Cross-posted from EnviroWonk

The answer: 200 hogs, 50 beef cattle or 25 dairy cattle.

The question: How many of the above animals release enough methane each year through farting and burping so as to trigger a sizable per-animal fee under proposed Clean Air Act regulations aimed at stemming greenhouse gas emissions?

The proposed EPA regulations, which President-elect Barack Obama's advisers have indicated the agency will move forward on, would require businesses to obtain permits in order to emit more than 100 tons of a pollutant per year. And yes, it only takes 25 gassy dairy cattle to hit that threshold in a given year.

Farmers are understandably irked at the prospect of having to obtain a permit for their animal emissions similar to those required of municipal waste incinerators, chemical manufacturers and cement factories. In an industry with ever-shrinking margins, the proposed tax is a hefty one: $175 per cow, $87.50 per head of beef cattle and upwards of $20 per hog.
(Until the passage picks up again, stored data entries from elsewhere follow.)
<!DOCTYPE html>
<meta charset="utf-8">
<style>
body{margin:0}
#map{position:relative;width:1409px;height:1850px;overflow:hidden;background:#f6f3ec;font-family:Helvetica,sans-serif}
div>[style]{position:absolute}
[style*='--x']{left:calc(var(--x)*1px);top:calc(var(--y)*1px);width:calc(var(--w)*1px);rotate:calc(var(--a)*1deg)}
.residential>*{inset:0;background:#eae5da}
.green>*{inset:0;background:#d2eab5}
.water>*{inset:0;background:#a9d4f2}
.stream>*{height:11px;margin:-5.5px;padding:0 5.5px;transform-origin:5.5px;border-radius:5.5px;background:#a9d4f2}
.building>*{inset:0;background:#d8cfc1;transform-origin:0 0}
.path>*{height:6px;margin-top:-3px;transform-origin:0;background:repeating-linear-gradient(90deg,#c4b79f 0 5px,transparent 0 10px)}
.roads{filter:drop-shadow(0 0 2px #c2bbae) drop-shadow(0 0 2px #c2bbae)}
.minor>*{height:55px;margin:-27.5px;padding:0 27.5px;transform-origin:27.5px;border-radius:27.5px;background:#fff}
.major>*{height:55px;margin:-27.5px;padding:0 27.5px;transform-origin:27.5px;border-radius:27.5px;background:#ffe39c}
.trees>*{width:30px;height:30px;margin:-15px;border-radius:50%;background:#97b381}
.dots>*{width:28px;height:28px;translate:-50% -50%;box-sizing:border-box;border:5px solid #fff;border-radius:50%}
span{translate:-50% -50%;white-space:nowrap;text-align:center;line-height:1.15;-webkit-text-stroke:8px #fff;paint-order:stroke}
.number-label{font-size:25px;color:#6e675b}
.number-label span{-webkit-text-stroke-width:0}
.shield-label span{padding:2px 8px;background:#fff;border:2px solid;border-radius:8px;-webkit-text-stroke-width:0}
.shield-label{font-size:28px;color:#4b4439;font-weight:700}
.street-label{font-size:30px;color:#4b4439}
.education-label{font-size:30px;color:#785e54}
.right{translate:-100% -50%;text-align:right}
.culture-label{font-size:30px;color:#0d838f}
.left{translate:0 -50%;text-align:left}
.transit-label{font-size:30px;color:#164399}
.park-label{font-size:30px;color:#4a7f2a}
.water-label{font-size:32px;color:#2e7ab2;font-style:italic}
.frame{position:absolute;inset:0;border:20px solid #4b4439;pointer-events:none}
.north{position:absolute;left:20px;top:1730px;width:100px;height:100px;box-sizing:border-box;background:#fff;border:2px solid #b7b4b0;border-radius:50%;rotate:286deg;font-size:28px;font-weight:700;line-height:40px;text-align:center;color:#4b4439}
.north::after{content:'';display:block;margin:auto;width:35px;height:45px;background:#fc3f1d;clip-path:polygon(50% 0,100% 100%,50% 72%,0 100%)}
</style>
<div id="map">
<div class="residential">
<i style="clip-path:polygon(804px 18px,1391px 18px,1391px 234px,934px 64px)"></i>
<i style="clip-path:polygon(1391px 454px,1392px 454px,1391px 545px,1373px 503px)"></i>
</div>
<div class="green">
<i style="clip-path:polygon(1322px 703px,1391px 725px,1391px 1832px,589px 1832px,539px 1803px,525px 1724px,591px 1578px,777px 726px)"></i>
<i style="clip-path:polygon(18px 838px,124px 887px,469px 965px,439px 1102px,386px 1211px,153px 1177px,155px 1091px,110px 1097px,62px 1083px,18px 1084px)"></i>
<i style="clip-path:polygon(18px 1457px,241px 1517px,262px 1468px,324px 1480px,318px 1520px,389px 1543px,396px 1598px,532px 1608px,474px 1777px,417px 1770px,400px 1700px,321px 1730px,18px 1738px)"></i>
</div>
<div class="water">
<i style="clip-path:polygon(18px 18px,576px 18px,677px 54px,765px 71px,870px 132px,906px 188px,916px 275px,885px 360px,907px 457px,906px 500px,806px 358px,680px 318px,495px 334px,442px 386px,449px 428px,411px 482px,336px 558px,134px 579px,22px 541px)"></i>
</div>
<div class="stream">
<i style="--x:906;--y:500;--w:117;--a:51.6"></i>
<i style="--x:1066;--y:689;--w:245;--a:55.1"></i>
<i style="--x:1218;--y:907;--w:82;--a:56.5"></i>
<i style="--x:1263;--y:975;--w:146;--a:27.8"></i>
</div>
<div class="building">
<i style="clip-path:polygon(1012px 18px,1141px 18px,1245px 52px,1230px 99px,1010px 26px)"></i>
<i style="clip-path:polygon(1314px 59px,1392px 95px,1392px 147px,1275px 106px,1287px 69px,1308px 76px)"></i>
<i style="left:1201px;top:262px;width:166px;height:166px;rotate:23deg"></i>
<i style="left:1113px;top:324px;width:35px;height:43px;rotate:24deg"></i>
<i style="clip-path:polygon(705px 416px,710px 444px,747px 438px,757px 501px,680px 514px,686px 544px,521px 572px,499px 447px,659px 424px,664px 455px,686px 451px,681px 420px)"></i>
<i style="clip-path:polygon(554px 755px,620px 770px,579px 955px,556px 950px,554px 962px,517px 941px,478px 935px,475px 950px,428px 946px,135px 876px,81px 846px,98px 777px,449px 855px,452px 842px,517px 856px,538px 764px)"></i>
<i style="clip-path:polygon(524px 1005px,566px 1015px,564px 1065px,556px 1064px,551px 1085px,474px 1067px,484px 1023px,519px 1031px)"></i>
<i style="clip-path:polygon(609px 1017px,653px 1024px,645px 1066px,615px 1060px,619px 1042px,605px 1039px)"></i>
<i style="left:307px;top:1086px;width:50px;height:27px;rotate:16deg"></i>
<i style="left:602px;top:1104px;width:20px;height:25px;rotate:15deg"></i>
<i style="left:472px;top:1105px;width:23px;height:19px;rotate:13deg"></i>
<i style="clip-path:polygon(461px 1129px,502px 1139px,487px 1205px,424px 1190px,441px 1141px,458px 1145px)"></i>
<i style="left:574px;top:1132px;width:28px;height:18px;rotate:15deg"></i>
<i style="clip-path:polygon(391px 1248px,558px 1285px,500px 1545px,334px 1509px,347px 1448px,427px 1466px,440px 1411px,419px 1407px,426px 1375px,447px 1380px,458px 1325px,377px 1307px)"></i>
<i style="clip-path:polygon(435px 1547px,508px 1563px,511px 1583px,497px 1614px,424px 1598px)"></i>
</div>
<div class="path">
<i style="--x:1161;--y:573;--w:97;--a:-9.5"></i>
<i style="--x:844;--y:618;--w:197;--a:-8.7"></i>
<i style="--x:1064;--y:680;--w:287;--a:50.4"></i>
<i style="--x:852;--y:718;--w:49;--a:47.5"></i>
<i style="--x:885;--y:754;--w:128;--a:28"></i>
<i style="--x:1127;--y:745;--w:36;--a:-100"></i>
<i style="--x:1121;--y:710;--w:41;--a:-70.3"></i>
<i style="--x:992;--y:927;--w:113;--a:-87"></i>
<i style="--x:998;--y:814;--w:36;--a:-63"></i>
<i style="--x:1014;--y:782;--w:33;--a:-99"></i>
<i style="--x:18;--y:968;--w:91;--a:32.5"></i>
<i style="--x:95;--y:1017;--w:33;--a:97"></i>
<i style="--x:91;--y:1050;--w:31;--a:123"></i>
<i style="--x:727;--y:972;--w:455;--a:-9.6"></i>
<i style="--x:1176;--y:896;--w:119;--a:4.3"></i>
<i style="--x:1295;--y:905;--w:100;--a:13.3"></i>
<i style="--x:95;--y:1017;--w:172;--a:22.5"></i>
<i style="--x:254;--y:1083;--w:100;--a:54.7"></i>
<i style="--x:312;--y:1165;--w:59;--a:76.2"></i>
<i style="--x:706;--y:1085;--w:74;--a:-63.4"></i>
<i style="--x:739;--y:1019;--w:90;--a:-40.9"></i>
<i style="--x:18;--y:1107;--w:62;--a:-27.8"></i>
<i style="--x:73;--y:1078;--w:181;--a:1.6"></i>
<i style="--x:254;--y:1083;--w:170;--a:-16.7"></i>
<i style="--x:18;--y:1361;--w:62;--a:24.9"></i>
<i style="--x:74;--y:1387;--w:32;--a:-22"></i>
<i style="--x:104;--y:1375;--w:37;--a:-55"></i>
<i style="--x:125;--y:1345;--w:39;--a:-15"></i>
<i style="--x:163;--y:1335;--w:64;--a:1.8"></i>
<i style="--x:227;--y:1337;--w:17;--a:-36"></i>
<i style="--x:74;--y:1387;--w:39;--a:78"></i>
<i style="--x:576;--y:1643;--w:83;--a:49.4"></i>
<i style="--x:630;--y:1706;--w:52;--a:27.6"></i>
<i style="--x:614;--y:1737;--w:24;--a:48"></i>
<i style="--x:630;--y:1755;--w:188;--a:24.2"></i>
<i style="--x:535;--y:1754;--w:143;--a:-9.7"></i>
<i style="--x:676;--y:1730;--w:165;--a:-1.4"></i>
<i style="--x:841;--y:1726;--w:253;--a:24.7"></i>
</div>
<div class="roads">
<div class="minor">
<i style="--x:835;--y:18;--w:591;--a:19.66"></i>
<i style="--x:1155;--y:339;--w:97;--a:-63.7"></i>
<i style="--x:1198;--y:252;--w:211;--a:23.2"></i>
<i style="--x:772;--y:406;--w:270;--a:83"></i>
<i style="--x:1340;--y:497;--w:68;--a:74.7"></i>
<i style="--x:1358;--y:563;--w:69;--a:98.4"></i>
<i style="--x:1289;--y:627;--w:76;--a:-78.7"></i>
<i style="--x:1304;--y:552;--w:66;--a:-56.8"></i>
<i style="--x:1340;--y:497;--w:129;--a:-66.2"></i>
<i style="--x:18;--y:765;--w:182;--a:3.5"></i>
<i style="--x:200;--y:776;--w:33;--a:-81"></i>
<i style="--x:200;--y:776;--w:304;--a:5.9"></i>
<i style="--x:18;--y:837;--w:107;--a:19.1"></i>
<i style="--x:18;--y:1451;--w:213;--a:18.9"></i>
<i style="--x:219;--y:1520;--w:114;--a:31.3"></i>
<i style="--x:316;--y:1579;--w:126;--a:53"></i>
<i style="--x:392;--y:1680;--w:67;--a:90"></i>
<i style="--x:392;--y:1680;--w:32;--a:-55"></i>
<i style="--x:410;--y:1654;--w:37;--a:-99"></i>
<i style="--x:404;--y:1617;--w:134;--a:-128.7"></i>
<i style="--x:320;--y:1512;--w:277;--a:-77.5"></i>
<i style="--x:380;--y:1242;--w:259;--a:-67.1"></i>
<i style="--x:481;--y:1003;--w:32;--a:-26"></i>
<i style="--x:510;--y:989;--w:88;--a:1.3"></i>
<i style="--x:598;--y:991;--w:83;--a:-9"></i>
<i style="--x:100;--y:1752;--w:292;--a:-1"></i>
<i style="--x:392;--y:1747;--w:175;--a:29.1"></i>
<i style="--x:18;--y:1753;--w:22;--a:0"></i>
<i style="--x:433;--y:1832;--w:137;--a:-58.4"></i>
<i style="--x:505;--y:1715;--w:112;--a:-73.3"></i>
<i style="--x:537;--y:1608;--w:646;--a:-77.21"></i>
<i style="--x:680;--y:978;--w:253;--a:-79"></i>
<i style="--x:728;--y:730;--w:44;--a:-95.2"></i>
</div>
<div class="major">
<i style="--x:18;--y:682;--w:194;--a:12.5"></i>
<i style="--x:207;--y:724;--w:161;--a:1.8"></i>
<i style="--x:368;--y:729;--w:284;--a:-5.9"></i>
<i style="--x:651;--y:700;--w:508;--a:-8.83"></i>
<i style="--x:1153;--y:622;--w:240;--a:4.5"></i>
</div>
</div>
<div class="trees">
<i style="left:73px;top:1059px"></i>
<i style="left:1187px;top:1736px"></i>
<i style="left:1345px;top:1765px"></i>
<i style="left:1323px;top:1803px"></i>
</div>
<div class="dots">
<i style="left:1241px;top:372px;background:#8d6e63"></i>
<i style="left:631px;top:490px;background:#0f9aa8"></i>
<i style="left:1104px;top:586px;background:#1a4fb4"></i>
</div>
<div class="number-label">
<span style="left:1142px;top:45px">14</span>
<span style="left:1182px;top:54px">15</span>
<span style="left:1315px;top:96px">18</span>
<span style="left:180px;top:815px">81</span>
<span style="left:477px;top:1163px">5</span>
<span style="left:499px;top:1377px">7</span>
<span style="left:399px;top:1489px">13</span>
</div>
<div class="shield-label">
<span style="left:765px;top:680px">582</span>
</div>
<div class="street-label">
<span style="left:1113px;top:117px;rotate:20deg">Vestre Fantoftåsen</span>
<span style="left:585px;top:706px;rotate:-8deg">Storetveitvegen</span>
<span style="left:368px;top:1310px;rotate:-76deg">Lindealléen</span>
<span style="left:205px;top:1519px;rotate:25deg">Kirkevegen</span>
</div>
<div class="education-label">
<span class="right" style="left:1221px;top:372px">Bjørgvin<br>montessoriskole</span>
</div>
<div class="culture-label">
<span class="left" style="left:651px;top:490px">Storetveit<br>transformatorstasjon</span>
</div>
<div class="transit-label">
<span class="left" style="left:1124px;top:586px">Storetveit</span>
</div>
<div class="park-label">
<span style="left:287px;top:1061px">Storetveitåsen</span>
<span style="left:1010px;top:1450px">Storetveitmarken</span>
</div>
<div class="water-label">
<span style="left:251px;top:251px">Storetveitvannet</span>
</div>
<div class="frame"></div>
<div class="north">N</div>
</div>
Since the 490-plus-page EPA notice was published last summer, the agency has received more than 100,000 responses, many from angry farm bureaus. "The permit would effectively be a massive new tax on our farm animals," said New York Farm Bureau President John Lincoln, who estimates that the tax would cost New York farmers alone more than $110 million per year.

We're not saying the EPA should look to nix the cow tax idea entirely, but it may behoove them to paint with some less broad strokes when it comes to assessing fees on various industries. Farmers don't deserve to be exempt here, but less stringency may be in order.

Comments (6)Add Comment
0
Uh, no.
written by Ken Houghton, November 30, 2008
from the article:

"Farm animals simply don't contribute greenhouse gases into the atmosphere at a higher rate than any other living thing. However, in this case, farmers would be forced to gain a permit," said Lincoln.


If a dairy cow pushes 4 tonnes of methane into the atmosphere each year, it's producing "a higher rate than [several] other living thing."

The entire article is a press release from the New York Farm Bureau. Why should we take it seriously?
0
Oops
written by Ken Houghton, November 30, 2008
I see that [ s ] was read as < s >.

The entire article is a press release from the New York Farm Bureau. Why should we take it seriously? More importantly, why do you?
0
cow tax
written by cooler choice, November 30, 2008
wow what next will they be taxing humans for emissions on gases also i mean we all have to release gas dont we ???
0
Taxing industry and farmers is silly
written by Wandering, December 01, 2008
Neither industry nor farmers pay taxes. They collect them from their customers, and forward them. In the end WE pay them. Taxing farmers increases food cost, taxing industry raises product prices. WE pay. You can't tax them, they don't print money, they pass it all on to the customer - US.